# [THE TASK]
When you transcribe the listing, keep each line exact and drop the pictures.
━━━━━━
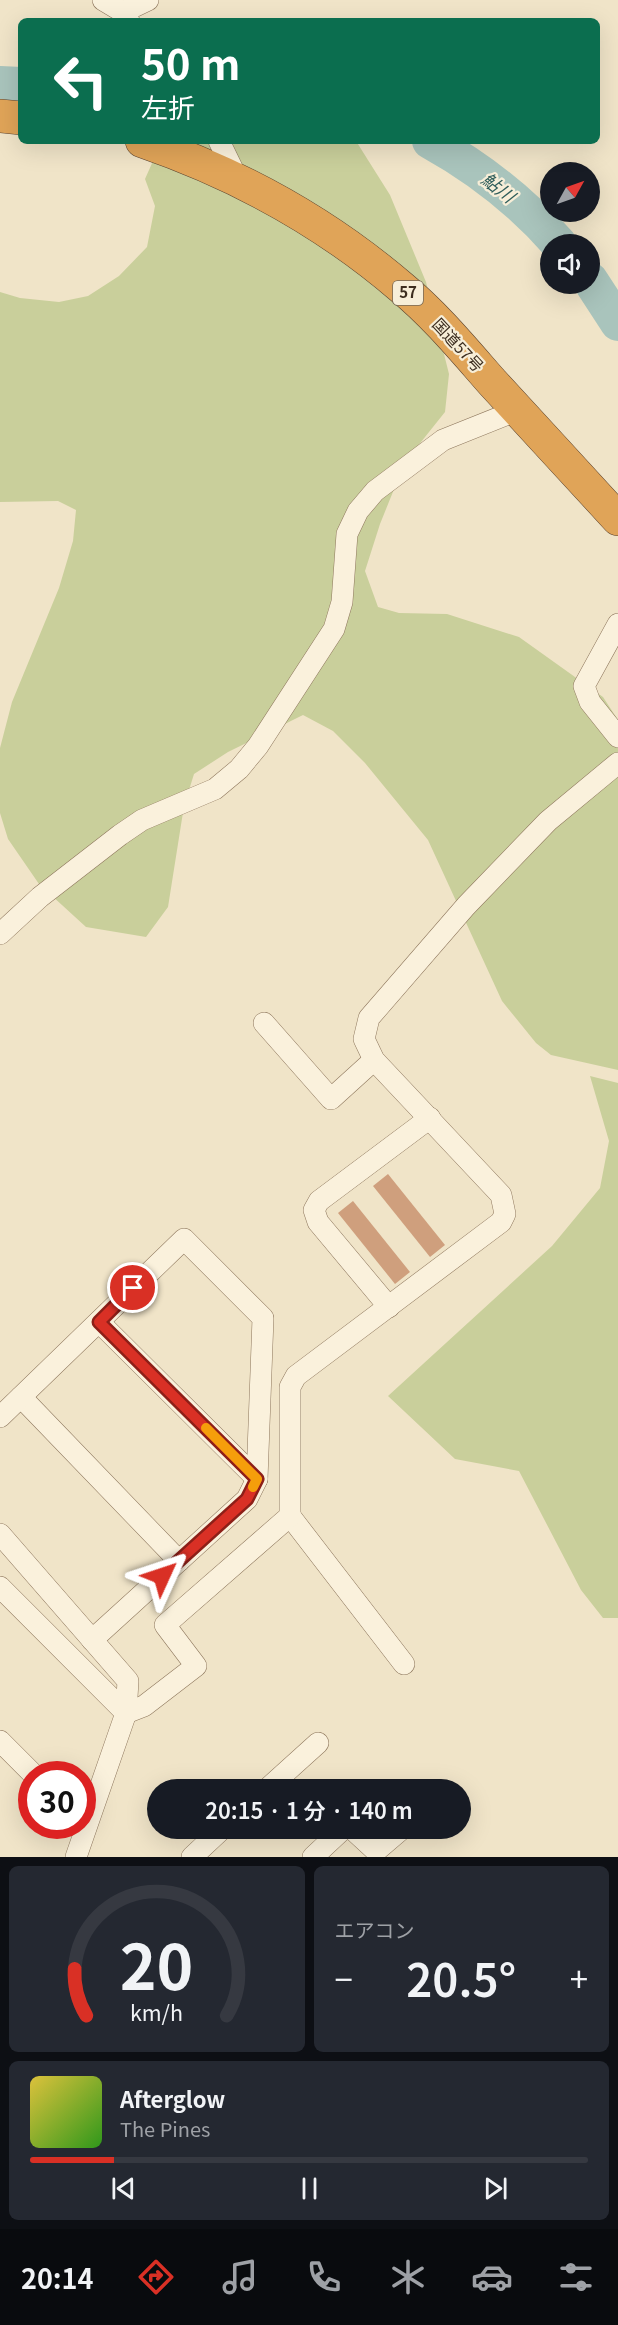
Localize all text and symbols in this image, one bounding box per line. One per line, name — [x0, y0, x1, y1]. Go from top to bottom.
text: 50 m — [141, 31, 241, 92]
icon: left — [42, 42, 120, 120]
text: 左折 — [141, 87, 195, 126]
north arrow — [540, 162, 600, 222]
map controls — [540, 162, 600, 294]
water label: 鮎川 — [477, 165, 523, 209]
button: sound — [540, 234, 600, 294]
road number: 57 — [393, 281, 423, 305]
street label: 国道57号 — [428, 312, 490, 377]
pin — [107, 1262, 158, 1313]
icon: arrive — [116, 1271, 149, 1304]
position arrow — [130, 1544, 194, 1608]
speed limit sign: 30 — [18, 1761, 96, 1839]
text: 20:15 · 1 分 · 140 m — [205, 1793, 413, 1825]
text: エアコン — [335, 1915, 415, 1944]
text: 20 — [120, 1918, 194, 2008]
text: 20.5° — [406, 1945, 516, 2010]
text: − — [335, 1954, 353, 2002]
text: + — [570, 1954, 588, 2002]
text: km/h — [130, 1996, 183, 2027]
text: Afterglow — [120, 2082, 225, 2114]
text: The Pines — [120, 2114, 210, 2143]
icon: previous — [107, 2172, 140, 2205]
icon: pause — [293, 2172, 326, 2205]
icon: next — [479, 2172, 512, 2205]
icon: directions — [135, 2256, 177, 2298]
icon: music — [219, 2256, 261, 2298]
icon: phone — [303, 2256, 345, 2298]
icon: climate — [387, 2256, 429, 2298]
icon: car — [471, 2256, 513, 2298]
icon: filters — [555, 2256, 597, 2298]
text: 20:14 — [21, 2258, 93, 2297]

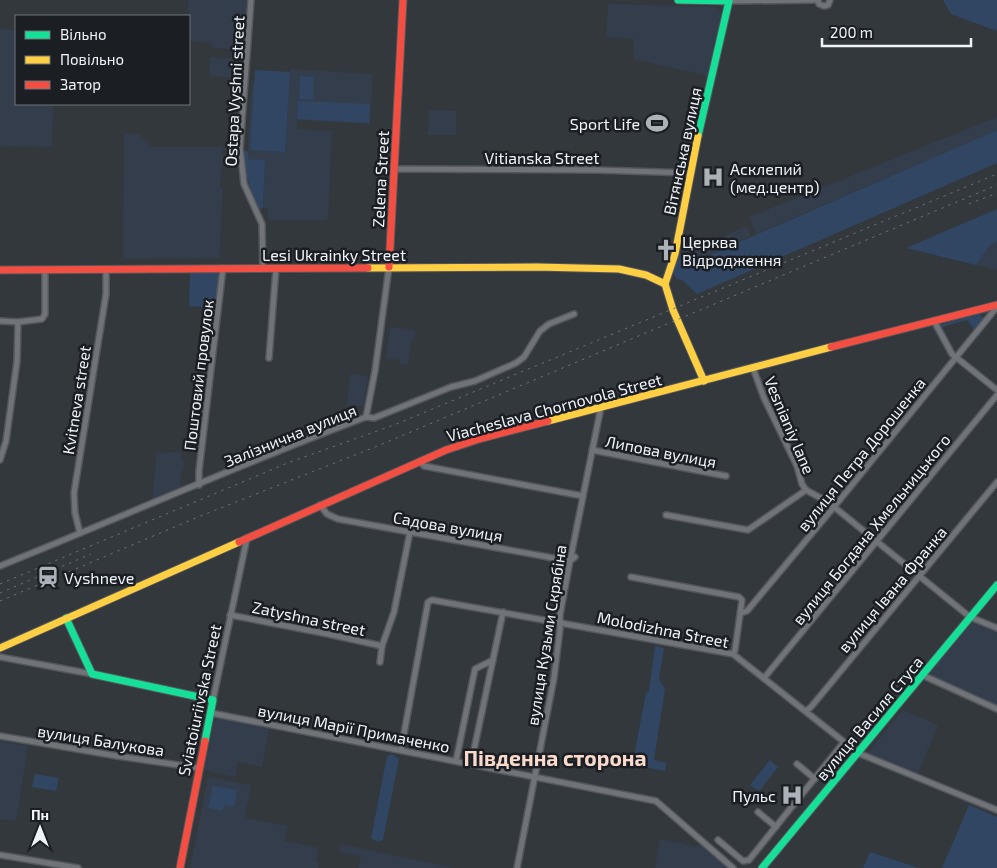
━━━━━━
# [WRITTEN ANSWER]
Localize all text and symbols in this image, one bounding box per line. One per line, name — [x0, y0, x1, y1]. Go from top to bottom.
text: 50 m — [141, 31, 241, 92]
icon: left — [42, 42, 120, 120]
text: 左折 — [141, 87, 195, 126]
north arrow — [540, 162, 600, 222]
map controls — [540, 162, 600, 294]
water label: 鮎川 — [477, 165, 523, 209]
button: sound — [540, 234, 600, 294]
road number: 57 — [393, 281, 423, 305]
street label: 国道57号 — [428, 312, 490, 377]
pin — [107, 1262, 158, 1313]
icon: arrive — [116, 1271, 149, 1304]
position arrow — [130, 1544, 194, 1608]
speed limit sign: 30 — [18, 1761, 96, 1839]
text: 20:15 · 1 分 · 140 m — [205, 1793, 413, 1825]
text: エアコン — [335, 1915, 415, 1944]
text: 20 — [120, 1918, 194, 2008]
text: 20.5° — [406, 1945, 516, 2010]
text: − — [335, 1954, 353, 2002]
text: + — [570, 1954, 588, 2002]
text: km/h — [130, 1996, 183, 2027]
text: Afterglow — [120, 2082, 225, 2114]
text: The Pines — [120, 2114, 210, 2143]
icon: previous — [107, 2172, 140, 2205]
icon: pause — [293, 2172, 326, 2205]
icon: next — [479, 2172, 512, 2205]
icon: directions — [135, 2256, 177, 2298]
icon: music — [219, 2256, 261, 2298]
icon: phone — [303, 2256, 345, 2298]
icon: climate — [387, 2256, 429, 2298]
icon: car — [471, 2256, 513, 2298]
icon: filters — [555, 2256, 597, 2298]
text: 20:14 — [21, 2258, 93, 2297]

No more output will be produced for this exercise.